Gangguan Mental Emosional
2.3.1. Definisi Gangguan Mental Emosional Kesehatan mental menurut WHO (2014) didefinisikan sebagai keadaan dimana seorang individu menyadari potensinya, dapat mengatasi masalah kehidupan yang lazim, dapat berkerja secara produktif dan dapat berkontribusi untuk komunitasnya. Gangguan mental adalah suatu kondisi yang mempengaruhi pikiran, perasaan dan mood seseorang. Selain itu, gangguan mental juga berpengaruh terhadap fungsi sehari-hari individu dan kemampuan individu tersebut dalam berinteraksi dengan orang lain (NAMI,2015).
xix7
Beberapa gangguan mental yang umum adalah gangguan mood seperti depresi; gangguan kecemasan; gangguan perilaku seperti Oppositional Defiant Syndromes atau Conduct Disorder; Eating Disorders seperti Anorexia nervosa dan bulimia; Addictive Disorders, dan berbagai kelainan lainnya yang sering dijumpai pada anak-anak dan remaja seperti autisme, gangguan belajar dan ADHD (Attention Deficit Hyperactivity Disorder). Sementara itu, gangguan mental yang paling umum diderita oleh remaja adalah depresi, gangguan kecemasan, Attention Deficit Hyperactivity Disorder dan penggunaan obatobatan terlarang. (Knopf, Park, Mulye, 2008)
2.3.2.
Jenis-jenis Gangguan Mental Emosional
2.3.2.1. Depresi Depresi adalah suatu kata yang menggambarkan bahwa ada suatu gangguan mental yang serius seperti major depression atau clinical depression. Tidak seperti emosi-emosi normal seperti kesedihan, perasaan kehilangan atau passing mood states, major depression merupakan emosi yang persistent atau menetap dan dapat mengganggu pikiran, perilaku, mood, aktivitas dan kesehatan fisik remaja (Duckworth, Gruttadaro, & Markey, 2010)

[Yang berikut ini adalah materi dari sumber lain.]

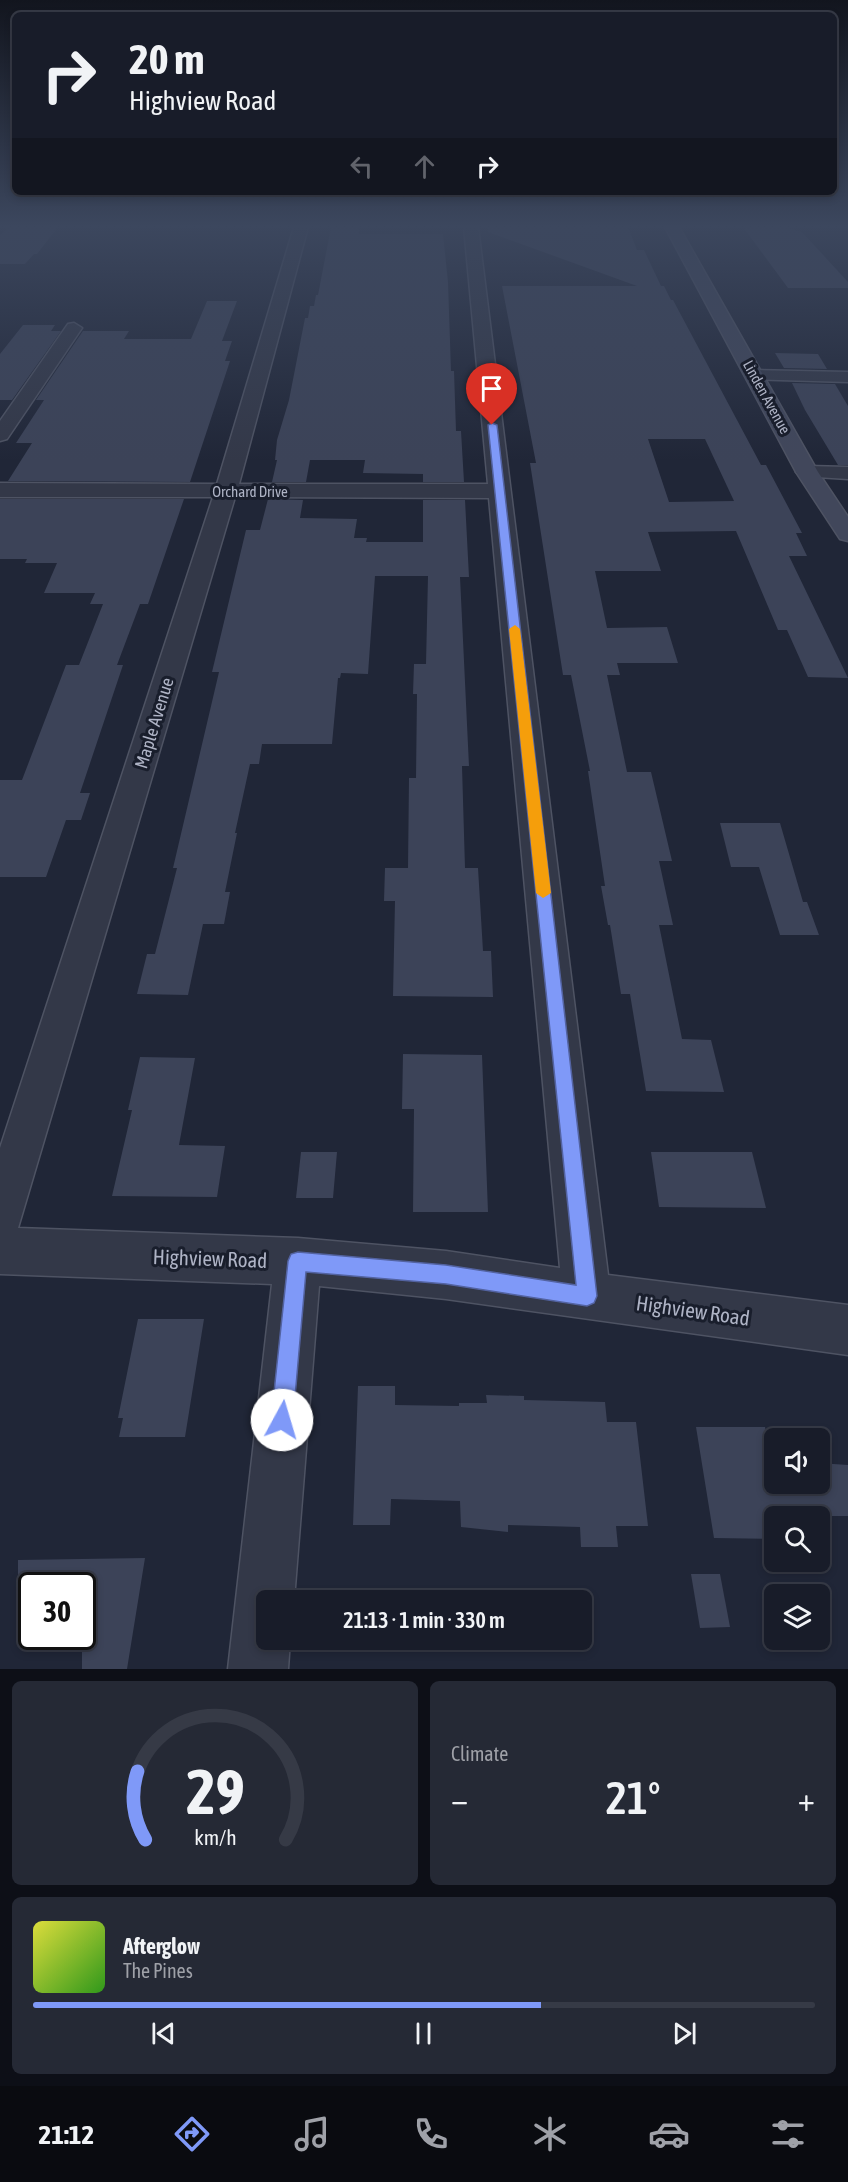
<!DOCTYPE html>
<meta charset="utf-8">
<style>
:root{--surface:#181c29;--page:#252935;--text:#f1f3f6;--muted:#9fa1a8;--line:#363a46;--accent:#7f99f8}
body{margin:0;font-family:"Asap Condensed",sans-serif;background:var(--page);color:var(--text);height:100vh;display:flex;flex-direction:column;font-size:22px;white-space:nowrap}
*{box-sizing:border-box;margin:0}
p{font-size:20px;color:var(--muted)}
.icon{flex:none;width:33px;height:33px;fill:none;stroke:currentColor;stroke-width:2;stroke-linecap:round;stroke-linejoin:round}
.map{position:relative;height:1669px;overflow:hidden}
.side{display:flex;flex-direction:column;gap:12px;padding:12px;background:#0d0f17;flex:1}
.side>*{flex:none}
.top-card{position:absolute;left:12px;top:12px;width:825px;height:183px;border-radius:9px;box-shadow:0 3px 9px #0003,0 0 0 2px var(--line);background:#181c29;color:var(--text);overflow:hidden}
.fabs{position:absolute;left:764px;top:1428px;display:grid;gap:12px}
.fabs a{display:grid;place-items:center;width:66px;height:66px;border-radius:9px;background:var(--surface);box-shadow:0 3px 9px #0003,0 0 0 2px var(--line);font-size:30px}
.speed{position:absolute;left:18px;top:1572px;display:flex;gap:12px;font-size:30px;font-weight:700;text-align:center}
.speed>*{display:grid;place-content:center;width:78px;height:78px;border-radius:50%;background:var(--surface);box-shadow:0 3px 9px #0003,0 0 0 2px var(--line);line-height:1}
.speed .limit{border:3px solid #111;border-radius:9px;background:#fff;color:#111}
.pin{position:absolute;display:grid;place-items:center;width:51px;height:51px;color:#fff;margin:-62px -26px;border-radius:50% 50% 50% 0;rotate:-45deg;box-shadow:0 0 6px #0007}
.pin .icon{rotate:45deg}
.me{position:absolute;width:66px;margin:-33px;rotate:6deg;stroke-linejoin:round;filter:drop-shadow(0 0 4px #0008)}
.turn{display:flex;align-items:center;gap:21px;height:126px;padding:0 18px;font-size:27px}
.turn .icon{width:78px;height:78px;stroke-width:2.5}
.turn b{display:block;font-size:42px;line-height:51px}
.lanes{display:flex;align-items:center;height:57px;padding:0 18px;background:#0003;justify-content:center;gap:30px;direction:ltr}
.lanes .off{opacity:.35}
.big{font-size:45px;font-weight:600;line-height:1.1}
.side .widget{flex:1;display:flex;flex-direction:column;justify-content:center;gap:9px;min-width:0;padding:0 21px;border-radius:9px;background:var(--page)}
.side .dial{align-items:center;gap:0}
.dial svg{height:156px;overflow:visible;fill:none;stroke:var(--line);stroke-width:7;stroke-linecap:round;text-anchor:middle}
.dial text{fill:var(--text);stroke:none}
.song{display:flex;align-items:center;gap:18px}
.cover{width:72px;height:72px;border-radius:9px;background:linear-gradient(135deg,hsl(60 70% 55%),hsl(110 70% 35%))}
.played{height:6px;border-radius:3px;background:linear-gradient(90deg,var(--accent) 65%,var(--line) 65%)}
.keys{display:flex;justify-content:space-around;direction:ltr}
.heat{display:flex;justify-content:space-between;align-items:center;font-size:33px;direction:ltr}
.side .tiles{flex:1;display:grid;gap:12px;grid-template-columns:1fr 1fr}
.widget:last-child{grid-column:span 2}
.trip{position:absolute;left:256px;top:1590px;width:336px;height:60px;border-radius:9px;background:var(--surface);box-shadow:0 3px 9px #0003,0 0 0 2px var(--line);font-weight:600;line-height:60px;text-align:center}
.menu{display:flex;height:96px;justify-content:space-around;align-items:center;background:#0a0b10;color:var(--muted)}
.menu .icon{width:42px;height:42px}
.menu .selected{color:var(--accent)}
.menu b{font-size:27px;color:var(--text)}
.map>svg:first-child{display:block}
</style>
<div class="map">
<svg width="848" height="1669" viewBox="0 0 848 1669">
<rect width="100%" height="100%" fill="#202637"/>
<g fill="#3c4358" fill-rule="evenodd">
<polygon points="8,227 58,227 37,254 34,254 25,264 0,264 0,235"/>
<polygon points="331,227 359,227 359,234 443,234 448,282 451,371 454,371 456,431 461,431 464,482 423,482 423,474 363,473 365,460 310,460 306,482 272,482 277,460 275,460 277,440 289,400 305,318 308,318 310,306 314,306 316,295 318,295"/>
<path d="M 628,227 L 637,250 L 644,250 L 661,286 L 664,286 L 671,300 L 673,300 L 761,465 L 766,465 L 802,533 L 796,533 L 807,556 L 789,556 L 848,678 L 808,677 L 787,630 L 778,630 L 736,531 L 648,532 L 661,571 L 595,571 L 607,628 L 667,627 L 678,663 L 617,663 L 620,675 L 607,675 L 627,772 L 651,772 L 672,861 L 659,861 L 673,925 L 659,925 L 682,1039 L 711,1040 L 724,1092 L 646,1091 L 630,994 L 621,994 L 610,925 L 608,925 L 601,886 L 605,886 L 588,771 L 590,771 L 571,675 L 563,675 L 530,463 L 536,463 L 502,286 L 637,286 L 488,232 L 488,228 ZM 648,439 L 705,439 L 734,501 L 669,502 Z"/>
<polygon points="743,227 783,227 802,232 848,282 848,288 788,288"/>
<polygon points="207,301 237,301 222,341 232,341 225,361 230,361 190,482 8,481 32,443 16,443 44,400 36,400 83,331 129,331 124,339 191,339"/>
<polygon points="23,325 55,325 51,331 61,331 12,400 0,400 0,354"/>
<polygon points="775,353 818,354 827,369 784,368"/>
<polygon points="792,383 835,384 848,406 848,465 838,465 805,410"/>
<polygon points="0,499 184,499 148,604 140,604 117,665 123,665 80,793 90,793 81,820 66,820 46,877 0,877 0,780 22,780 66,665 79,665 103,604 90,604 95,593 44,593 57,563 25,563 27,559 0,559"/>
<polygon points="268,499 303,500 300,518 357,519 354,538 367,538 366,542 423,542 423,500 465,500 469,577 460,577 469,766 462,766 465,868 478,868 483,951 491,951 493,997 393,996 395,901 384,901 385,868 408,868 409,778 416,778 417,694 413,694 414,664 426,664 428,576 375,576 368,674 341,673 340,678 338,678 332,744 262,744 259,764 250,764 235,833 237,833 225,892 230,892 224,924 203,924 188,995 137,994 147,954 155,954 177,868 173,868 219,672 212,672 246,530 260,530"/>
<polygon points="720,823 780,823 803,902 807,902 819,935 780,935 759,867 731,867"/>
<polygon points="403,1054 482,1055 488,1212 413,1212 414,1109 402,1109"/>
<polygon points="140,1057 195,1058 179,1145 225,1146 217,1197 112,1196 132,1110 128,1110"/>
<polygon points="301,1152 337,1152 333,1198 296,1198"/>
<polygon points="651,1152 752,1152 766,1208 659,1207"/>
<polygon points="138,1319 204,1319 185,1437 119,1437 123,1418 118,1418"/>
<polygon points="358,1386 395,1386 395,1405 459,1406 459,1403 487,1403 486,1395 524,1396 524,1400 605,1402 607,1422 636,1422 648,1526 616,1526 618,1547 581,1547 580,1527 508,1525 508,1532 461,1527 460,1501 391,1499 390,1525 353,1525"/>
<polygon points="696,1427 765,1427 772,1461 774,1461 774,1484 819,1484 819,1463 848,1465 848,1516 774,1516 774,1539 714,1538"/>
<polygon points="145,1558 127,1669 82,1669 82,1586 18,1586 18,1560"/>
<polygon points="691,1574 720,1574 730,1627 700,1628"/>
</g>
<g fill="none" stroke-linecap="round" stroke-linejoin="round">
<g stroke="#4e5363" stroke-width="3">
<g id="street">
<path d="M 294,227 L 308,227 L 239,484 L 488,484 L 464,227 L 478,227 L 608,1275 L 848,1305 L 848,1355 L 446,1299 L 319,1286 L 294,1600 L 267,1600 L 267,1640 L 290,1640 L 288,1669 L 228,1669 L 272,1284 L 0,1274 L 0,1148 L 213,497 L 0,497 L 0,483 L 217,484 ZM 235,497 L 489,498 L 560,1268 L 446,1251 L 298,1238 L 18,1228 Z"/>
<polygon points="74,323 82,328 7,439 0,441 0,421 68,324"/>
<polygon points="755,370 848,372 848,382 749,379 746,375 749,371"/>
<polygon points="807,466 848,467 848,479 800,476 796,472 800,468"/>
</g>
</g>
<g stroke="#4e5363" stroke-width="3">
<polygon id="secondary" points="665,227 679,227 818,472 848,517 848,541 840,539 796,472"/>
</g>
<use href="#street" fill="#333848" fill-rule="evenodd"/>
<use href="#secondary" fill="#41475b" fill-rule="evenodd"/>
</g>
<linearGradient id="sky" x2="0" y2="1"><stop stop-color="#12151e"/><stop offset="0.49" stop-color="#3c475e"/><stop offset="1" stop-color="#3c475e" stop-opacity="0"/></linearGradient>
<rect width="848" height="461" fill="url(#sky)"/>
<polygon fill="#7f99f8" stroke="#5363a1" stroke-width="1.5" points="492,423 497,425 597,1296 594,1303 587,1306 446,1284 306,1272 293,1420 290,1428 282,1431 274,1428 271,1420 288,1261 291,1254 298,1252 446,1265 576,1285 488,425"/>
<polygon fill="#f59e0b" points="515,625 520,629 551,893 543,898 536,893 509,629"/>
<g text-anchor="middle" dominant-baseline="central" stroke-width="6" stroke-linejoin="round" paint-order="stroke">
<g font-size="15" fill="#aeb3c5" stroke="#191e2c">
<text transform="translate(767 397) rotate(61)">Linden Avenue</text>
<text x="250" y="491">Orchard Drive</text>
</g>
<g font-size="18" fill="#aeb3c5" stroke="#191e2c">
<text transform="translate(154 723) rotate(-73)">Maple Avenue</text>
</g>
<g font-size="21" fill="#aeb3c5" stroke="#191e2c">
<text transform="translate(210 1258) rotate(2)">Highview Road</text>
<text transform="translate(693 1310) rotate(8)">Highview Road</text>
</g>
</g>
</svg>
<div class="fabs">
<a><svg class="icon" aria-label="sound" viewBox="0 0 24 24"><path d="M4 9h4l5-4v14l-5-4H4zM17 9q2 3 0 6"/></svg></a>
<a><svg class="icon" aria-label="search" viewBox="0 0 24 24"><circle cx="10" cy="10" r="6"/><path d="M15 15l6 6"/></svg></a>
<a><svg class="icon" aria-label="layers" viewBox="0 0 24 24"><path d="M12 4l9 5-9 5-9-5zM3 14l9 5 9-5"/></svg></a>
</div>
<div class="speed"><div class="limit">30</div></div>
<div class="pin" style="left:492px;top:425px;background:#d93025"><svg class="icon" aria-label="arrive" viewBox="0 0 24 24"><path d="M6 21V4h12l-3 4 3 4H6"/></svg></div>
<svg class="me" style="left:282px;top:1420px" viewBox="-20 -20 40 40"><circle r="19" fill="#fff"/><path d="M0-13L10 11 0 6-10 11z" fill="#7f99f8"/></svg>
<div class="trip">21:13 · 1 min · 330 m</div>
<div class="top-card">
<div class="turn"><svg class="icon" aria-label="right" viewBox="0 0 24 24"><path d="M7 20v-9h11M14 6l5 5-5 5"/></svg><div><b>20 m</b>Highview Road</div></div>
<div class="lanes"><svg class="icon off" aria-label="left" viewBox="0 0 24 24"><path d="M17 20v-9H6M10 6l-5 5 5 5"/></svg><svg class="icon off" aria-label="ahead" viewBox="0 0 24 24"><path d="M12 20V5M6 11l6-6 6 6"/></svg><svg class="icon" aria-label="right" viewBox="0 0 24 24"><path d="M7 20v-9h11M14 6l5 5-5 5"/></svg></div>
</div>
</div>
<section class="side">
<div class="tiles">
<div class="widget dial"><svg viewBox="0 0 100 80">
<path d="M14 69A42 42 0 1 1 86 69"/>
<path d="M14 69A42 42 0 0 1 10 34" stroke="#7f99f8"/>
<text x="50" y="56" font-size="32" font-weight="700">29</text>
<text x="50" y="72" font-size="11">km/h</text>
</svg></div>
<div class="widget"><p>Climate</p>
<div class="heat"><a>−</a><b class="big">21°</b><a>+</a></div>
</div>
<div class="widget">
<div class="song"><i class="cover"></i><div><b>Afterglow</b><p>The Pines</p></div></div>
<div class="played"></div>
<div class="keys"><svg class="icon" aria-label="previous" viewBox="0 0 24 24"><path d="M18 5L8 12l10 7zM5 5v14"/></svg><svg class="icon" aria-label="pause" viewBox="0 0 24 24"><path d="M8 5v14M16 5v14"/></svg><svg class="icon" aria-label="next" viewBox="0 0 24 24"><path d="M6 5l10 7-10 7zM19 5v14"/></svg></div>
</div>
</div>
</section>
<nav class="menu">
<b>21:12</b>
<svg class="icon selected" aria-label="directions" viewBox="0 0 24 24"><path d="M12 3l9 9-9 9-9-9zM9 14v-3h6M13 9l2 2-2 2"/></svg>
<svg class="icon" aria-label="music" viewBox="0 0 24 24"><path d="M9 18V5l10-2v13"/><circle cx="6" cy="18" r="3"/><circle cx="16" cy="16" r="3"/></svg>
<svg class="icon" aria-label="phone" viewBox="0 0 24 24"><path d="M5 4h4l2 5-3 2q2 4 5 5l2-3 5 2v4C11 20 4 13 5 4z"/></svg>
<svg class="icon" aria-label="climate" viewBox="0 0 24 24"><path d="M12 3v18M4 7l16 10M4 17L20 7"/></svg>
<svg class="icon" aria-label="car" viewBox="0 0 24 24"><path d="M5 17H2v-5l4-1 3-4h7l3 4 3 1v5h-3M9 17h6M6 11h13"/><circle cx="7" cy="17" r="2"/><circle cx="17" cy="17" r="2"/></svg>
<svg class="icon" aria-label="filters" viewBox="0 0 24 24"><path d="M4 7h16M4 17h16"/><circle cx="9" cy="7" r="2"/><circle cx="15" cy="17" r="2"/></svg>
</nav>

2.3.2.2. Gangguan Kecemasan Menurut Duckworth & Freedman (2012), gangguan kecemasan adalah sekelompok gangguan mental yang menyebabkan seseorang merasa ketakutan, menderita atau gelisah ketika berada di dalam keadaan dimana lazimnya orang normal tidak merasakan perasaan takut, menderita ataupun gelisah seperti yang dirasakan oleh penderita gangguan kecemasan.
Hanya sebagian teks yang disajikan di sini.